Parte dalla Toscana la lotta all’influenza suina

La strategia è frutto della collaborazione tra esperti dell’Organizzazione mondiale della sanità e medici di terapia intensiva sancita durante il congresso internazionale di Firenze.

Redazione Nove da Firenze
Redazione Nove da Firenze
01 settembre 2009 18:06
Parte dalla Toscana la lotta all’influenza suina

Evoluzione e complicanze dell’influenza suina saranno costantemente monitorate, per una pronta risposta medica, dai reparti di terapia intensiva degli ospedali di tutto il mondo.
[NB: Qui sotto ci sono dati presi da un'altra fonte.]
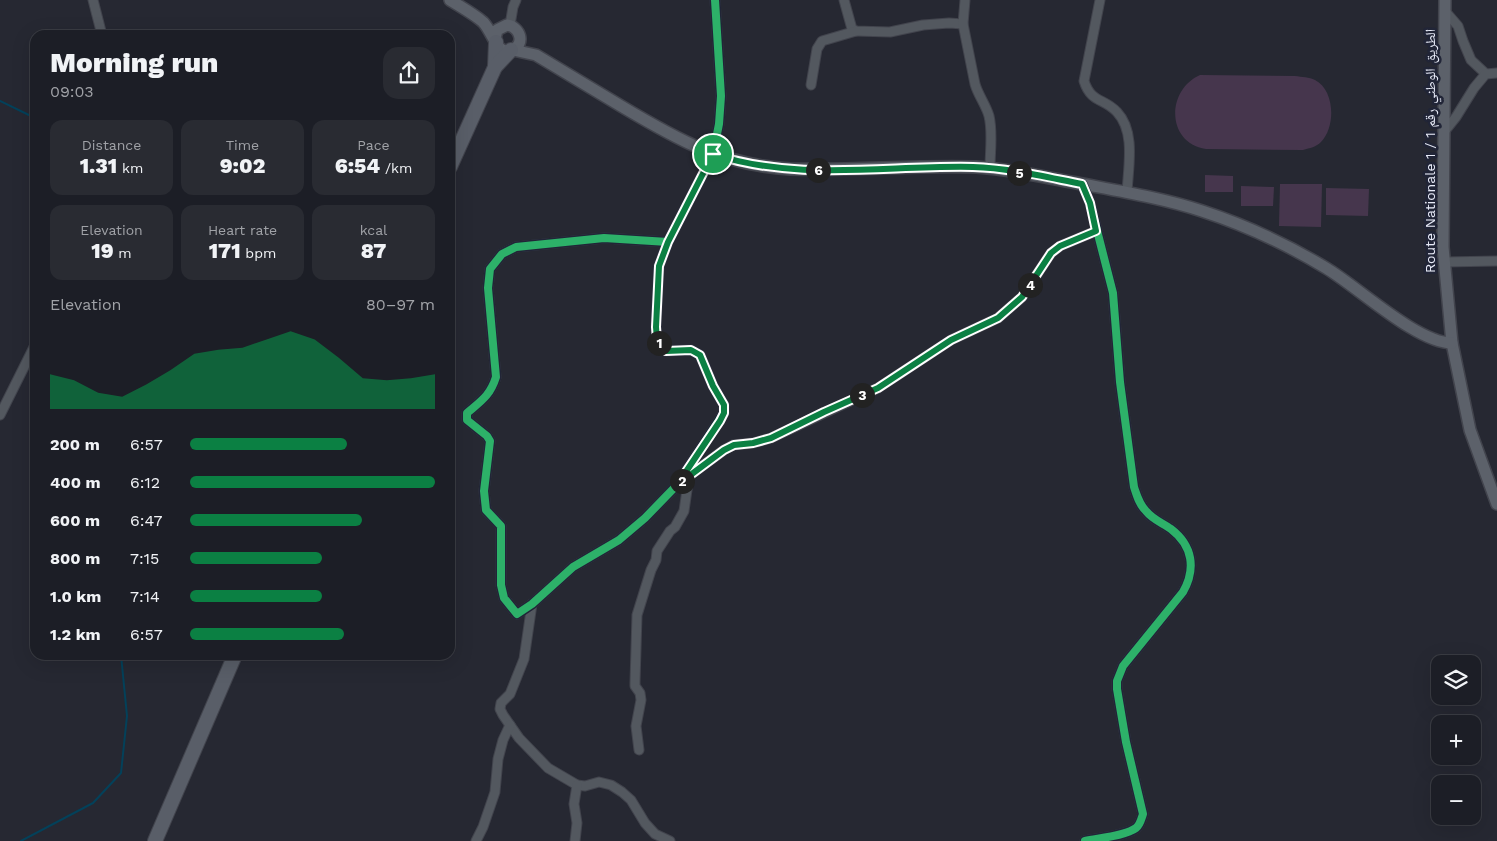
<!DOCTYPE html>
<html lang="en">
<head>
<meta charset="utf-8">
<style>
	body { margin:0; font-family:"Work Sans","Noto Naskh Arabic",sans-serif; background:#292b32; color:#f1f3f6; height:100vh; display:flex; flex-direction:column; font-size:19px; white-space:nowrap }
	* { box-sizing:border-box; margin:0 }
	p { font-size:16px; color:#a0a2a7 }
	.icon { flex:none; width:28px; height:28px; fill:none; stroke:currentColor; stroke-width:2; stroke-linecap:round; stroke-linejoin:round }
	.map { position:relative; flex:1; overflow:hidden }
	.sheet { position:absolute; left:30px; top:30px; width:425px; height:630px; display:flex; flex-direction:column; background:#1c1e26; border-radius:15px; box-shadow:0 5px 20px #0002,0 0 0 1px #3a3c43 }
	.sheet>* { flex:none }
	.buttons { position:absolute; left:1431px; top:655px; display:grid; gap:10px }
	.buttons a { display:grid; place-items:center; width:50px; height:50px; border-radius:10px; background:#1c1e26; box-shadow:0 5px 20px #0002,0 0 0 1px #3a3c43; font-size:25px }
	.pin { position:absolute; display:grid; place-items:center; width:42px; height:42px; color:#fff; margin:-21px; border:2px solid #fff; border-radius:50%; box-shadow:0 1px 5px #0007 }
	.km { position:absolute; width:25px; height:25px; margin:-12px; border-radius:50%; background:#222; color:#fff; font-size:14px; line-height:25px; text-align:center }
	.round { display:grid; place-items:center; flex:none; width:52px; height:52px; border-radius:15px; background:#292b32 }
	.overview { display:flex; align-items:center; justify-content:space-between; height:85px; padding:0 20px }
	h1 { font-size:28px; font-weight:800; line-height:38px }
	.stats { display:grid; grid-template-columns:repeat(3,1fr); gap:8px; height:85px; padding:5px 20px }
	.stats div { display:grid; align-content:center; border-radius:12px; background:#292b32; text-align:center }
	.stats b { font-size:21px; font-weight:800 }
	.stats small { font-size:14px; font-weight:400 }
	.stats p { font-size:14px }
	.chart { height:140px; padding:10px 20px }
	.chart p { display:flex; justify-content:space-between }
	.chart svg { width:100%; height:90px; margin-top:5px; fill:#0b8043; opacity:.7 }
	ul { padding:0 20px; list-style:none; font-size:16px }
	li { display:grid; grid-template-columns:80px 60px 1fr; align-items:center; height:38px }
	li i { height:12px; border-radius:6px; background:#0b8043 }
	.map>svg:first-child { display:block }
	.green { fill:#46364d }
	.lines { fill:none; stroke-linecap:round; stroke-linejoin:round }
	.stream { stroke:#03415a; stroke-width:2 }
	.minor-casing { stroke:#42444d; stroke-width:11 }
	.major-casing { stroke:#42444d; stroke-width:14 }
	.highway-casing { stroke:#42444d; stroke-width:16 }
	.minor { stroke:#53585f; stroke-width:9 }
	.major { stroke:#5c616a; stroke-width:11 }
	.highway { stroke:#595e68; stroke-width:14 }
	.cycleway-casing { stroke:#212537; stroke-width:11 }
	.cycleway { stroke:#2db169; stroke-width:8 }
	.route-casing { stroke:#fff; stroke-width:10 }
	.route { stroke:#0b8043; stroke-width:6 }
	.labels { text-anchor:middle; dominant-baseline:central; stroke-width:5; stroke-linejoin:round; paint-order:stroke }
	.street-label { font-size:14px; fill:#e8ebf8; stroke:#212537 }
</style>
</head>
<body>
<div class="map">
<svg width="1497" height="841" viewBox="0 0 1497 841">
	<rect width="100%" height="100%" fill="#262832"/>
	<g class="green">
		<path d="M1200,75L1295,76C1302,77 1309,77 1315,80C1335,90 1336,127 1321,142C1316,147 1310,148 1303,150L1206,149C1166,143 1166,90 1200,75Z"/>
		<polygon points="1205,175 1233,176 1233,192 1205,192"/>
		<polygon points="1280,184 1322,184 1321,227 1279,226"/>
		<polygon points="1241,186 1274,187 1273,206 1241,206"/>
		<polygon points="1326,188 1369,189 1368,216 1326,215"/>
	</g>
	<g class="lines">
		<g class="stream">
			<polyline points="0,101 35,118"/>
			<polyline points="21,841 93,803 121,773 127,716 121,655"/>
		</g>
		<defs>
			<g id="minor">
				<polyline points="93,0 102,35"/>
				<polyline points="844,0 852,29 856,31 890,32 923,25 949,23 963,24"/>
				<path d="M965,0L963,24L975,84C978,95 986,105 989,116C993,132 990,152 990,168"/>
				<path d="M1100,0L1084,81C1091,103 1104,98 1117,112C1136,132 1128,168 1127,193"/>
				<polyline points="1445,11 1458,26 1463,41 1471,60 1486,74"/>
				<polyline points="510,25 513,7 516,0"/>
				<polyline points="811,85 817,49 822,41 856,31"/>
				<polyline points="1444,132 1456,117 1474,88 1484,76 1486,74 1497,73"/>
				<path d="M1082,184L1090,203L1113,293L1120,382L1134,487C1137,496 1139,504 1146,511C1153,520 1163,523 1171,529C1193,546 1196,569 1183,592L1123,666L1117,681V689L1126,742L1143,814C1141,820 1140,825 1136,828C1125,836 1099,838 1085,841"/>
				<path d="M668,242L604,238L516,247L502,254L490,269L488,288L496,377C490,396 481,401 467,413V420L487,436L490,441L484,491L486,510L501,526V585L504,598L517,614L532,604L573,567L619,540L645,518L677,485L724,413V405L713,386L700,355L691,350L666,351L657,340L656,327L659,266L668,242L713,154L719,124L721,96L715,0"/>
				<polyline points="1444,262 1497,261"/>
				<polyline points="0,415 35,345"/>
				<polyline points="683,480 724,450 733,445 753,443 771,438 878,388 951,340 998,318 1022,297 1051,253 1060,246 1096,231"/>
				<polyline points="532,604 524,659 510,694 501,703 500,709 503,715 519,738 548,768 577,785 585,786 599,782 611,785 622,792 631,800 645,823 655,834 670,841"/>
				<polyline points="639,750 636,726 641,700 640,693 635,686 635,682 637,615 651,570 656,560 657,551 670,531 675,527 684,511 689,476"/>
				<polyline points="476,841 483,827 495,792 498,759 503,740 510,725"/>
				<polyline points="575,841 577,823 574,804 577,785"/>
			</g>
			<g id="major">
				<path d="M450,0C461,7 474,14 483,22C490,29 495,45 501,49C504,51 509,51 512,50C526,44 520,27 507,25L497,30L495,39"/>
				<polyline points="1445,0 1443,247 1452,343 1470,430 1497,504"/>
				<path d="M513,50L536,55C564,72 593,89 621,106C678,140 722,165 790,169C852,171 914,165 976,167C1010,169 1043,177 1077,183C1119,191 1162,198 1202,211C1245,225 1288,245 1326,268C1358,287 1417,343 1452,343"/>
			</g>
			<g id="highway">
				<polyline points="495,67 496,42"/>
				<polyline points="450,167 495,67 511,50"/>
				<polyline points="155,841 235,655"/>
			</g>
		</defs>
		<use href="#minor" class="minor-casing"/>
		<use href="#major" class="major-casing"/>
		<use href="#highway" class="highway-casing"/>
		<use href="#minor" class="minor"/>
		<use href="#major" class="major"/>
		<use href="#highway" class="highway"/>
		<defs>
			<g id="cycleway">
				<path d="M1082,184L1090,203L1113,293L1120,382L1134,487C1137,496 1139,504 1146,511C1153,520 1163,523 1171,529C1193,546 1196,569 1183,592L1123,666L1117,681V689L1126,742L1143,814C1141,820 1140,825 1136,828C1125,836 1099,838 1085,841"/>
				<path d="M668,242L604,238L516,247L502,254L490,269L488,288L496,377C490,396 481,401 467,413V420L487,436L490,441L484,491L486,510L501,526V585L504,598L517,614L532,604L573,567L619,540L645,518L677,485L724,413V405L713,386L700,355L691,350L666,351L657,340L656,327L659,266L668,242L713,154L719,124L721,96L715,0"/>
			</g>
		</defs>
		<use href="#cycleway" class="cycleway-casing"/>
		<use href="#cycleway" class="cycleway"/>
	</g>
	<g class="lines">
		<defs>
			<path id="route" d="M713,154C797,182 887,165 973,167C1010,168 1046,177 1082,184L1090,203L1096,231L1060,246L1051,253L1022,297L998,318L951,340L878,388L824,412L771,438L753,443L734,445L724,450L677,485L720,421L724,413V405L713,386L700,355L691,350L666,351L657,340L656,327L659,266L668,242Z"/>
		</defs>
		<use href="#route" class="route-casing"/>
		<use href="#route" class="route"/>
	</g>
	<g class="labels">
		<g class="street-label">
			<text transform="translate(1430 151) rotate(-90)">Route Nationale 1 / الطريق الوطني رقم 1</text>
		</g>
	</g>
</svg>
<div class="buttons">
<a><svg class="icon" aria-label="layers" viewBox="0 0 24 24"><path d="M12 4l9 5-9 5-9-5zM3 14l9 5 9-5"/></svg></a>
<a>+</a>
<a>−</a>
</div>
<div class="pin" style="left:713px;top:154px;background:#1e9e55"><svg class="icon" aria-label="arrive" viewBox="0 0 24 24"><path d="M6 21V4h12l-3 4 3 4H6"/></svg></div>
<b class="km" style="left:659px;top:343px">1</b>
<b class="km" style="left:682px;top:481px">2</b>
<b class="km" style="left:862px;top:395px">3</b>
<b class="km" style="left:1030px;top:285px">4</b>
<b class="km" style="left:1019px;top:173px">5</b>
<b class="km" style="left:818px;top:170px">6</b>
<section class="sheet">
<div class="overview"><div><h1>Morning run</h1><p>09:03</p></div><a class="round"><svg class="icon" aria-label="share" viewBox="0 0 24 24"><path d="M12 15V3M7 8l5-5 5 5M5 13v7h14v-7"/></svg></a></div>
<div class="stats">
<div><p>Distance</p><b>1.31<small> km</small></b></div>
<div><p>Time</p><b>9:02</b></div>
<div><p>Pace</p><b>6:54<small> /km</small></b></div>
</div>
<div class="stats">
<div><p>Elevation</p><b>19<small> m</small></b></div>
<div><p>Heart rate</p><b>171<small> bpm</small></b></div>
<div><p>kcal</p><b>87</b></div>
</div>
<div class="chart"><p><span>Elevation</span>80–97 m</p>
<svg viewBox="0 0 160 44" preserveAspectRatio="none"><path d="M0 44V27L10 30L20 36L30 38L40 32L50 25L60 17L70 15L80 14L90 10L100 6L110 10L120 19L130 29L140 30L150 29L160 27V44z"/></svg>
</div>
<ul>
<li><b>200 m</b>6:57<i style="width:64%"></i></li>
<li><b>400 m</b>6:12<i style="width:100%"></i></li>
<li><b>600 m</b>6:47<i style="width:70%"></i></li>
<li><b>800 m</b>7:15<i style="width:54%"></i></li>
<li><b>1.0 km</b>7:14<i style="width:54%"></i></li>
<li><b>1.2 km</b>6:57<i style="width:63%"></i></li>
</ul>
</section>
</div>
</body>
</html>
È il patto di collaborazione sancito a Firenze tra i rappresentanti dell’Organizzazione mondiale della sanità che sono intervenuti alla Fortezza da Basso in occasione dei lavori del 10° congresso della Federazione mondiale delle società di terapia intensiva e del 63° Congresso nazionale della Siaarti (Società italiana di anestesia, analgesia, rianimazione e terapia intensiva), organizzato da Raffaele De Gaudio, professore di anestesia e rianimazione dell’Università di Firenze.

Lo ha annunciato il professor Edgar Jimenez, presidente delle Federazione mondiale delle società di terapia intensiva, a margine della premiazione del professor Mitchell Levy, al quale il presidente dell’Assemblea legislativa della Toscana, Riccardo Nencini, ha conferito la medaglia d’argento del Consiglio regionale come riconoscimento per la sua attività. “Il professor Levy – ha detto Nencini leggendo le motivazioni del riconoscimento - è stato il primo a promuovere lo sviluppo delle procedure che hanno portato alla ‘umanizzazione’ dei reparti di terapia intensiva (cure di fine vita, apertura del reparto ai familiari dei pazienti 24 ore su 24, sviluppo dei processi di comunicazione, approccio psicologico per gli operatori e per i familiari).

Da più di 10 anni il professor Levy svolge la sua attività in stretta collaborazione con le terapie intensive toscane sia a livello organizzativo che scientifico”. Mitchell M. Levy è professore di medicina alla Brown Medical School e direttore medico del reparto di terapia intensiva del Rhode Island Hospital di Providence. “Traumi, crisi respiratorie o renali, infezioni e malattie incurabili possono colpire chiunque di noi – ha detto il professor Levy – i medici di terapia intensiva hanno il compito di affrontare questi casi e di impegnarsi per strappare alla morte i pazienti”. Al congresso fiorentino hanno partecipato i delegati di 93 nazioni in rappresentanza di tutti i continenti.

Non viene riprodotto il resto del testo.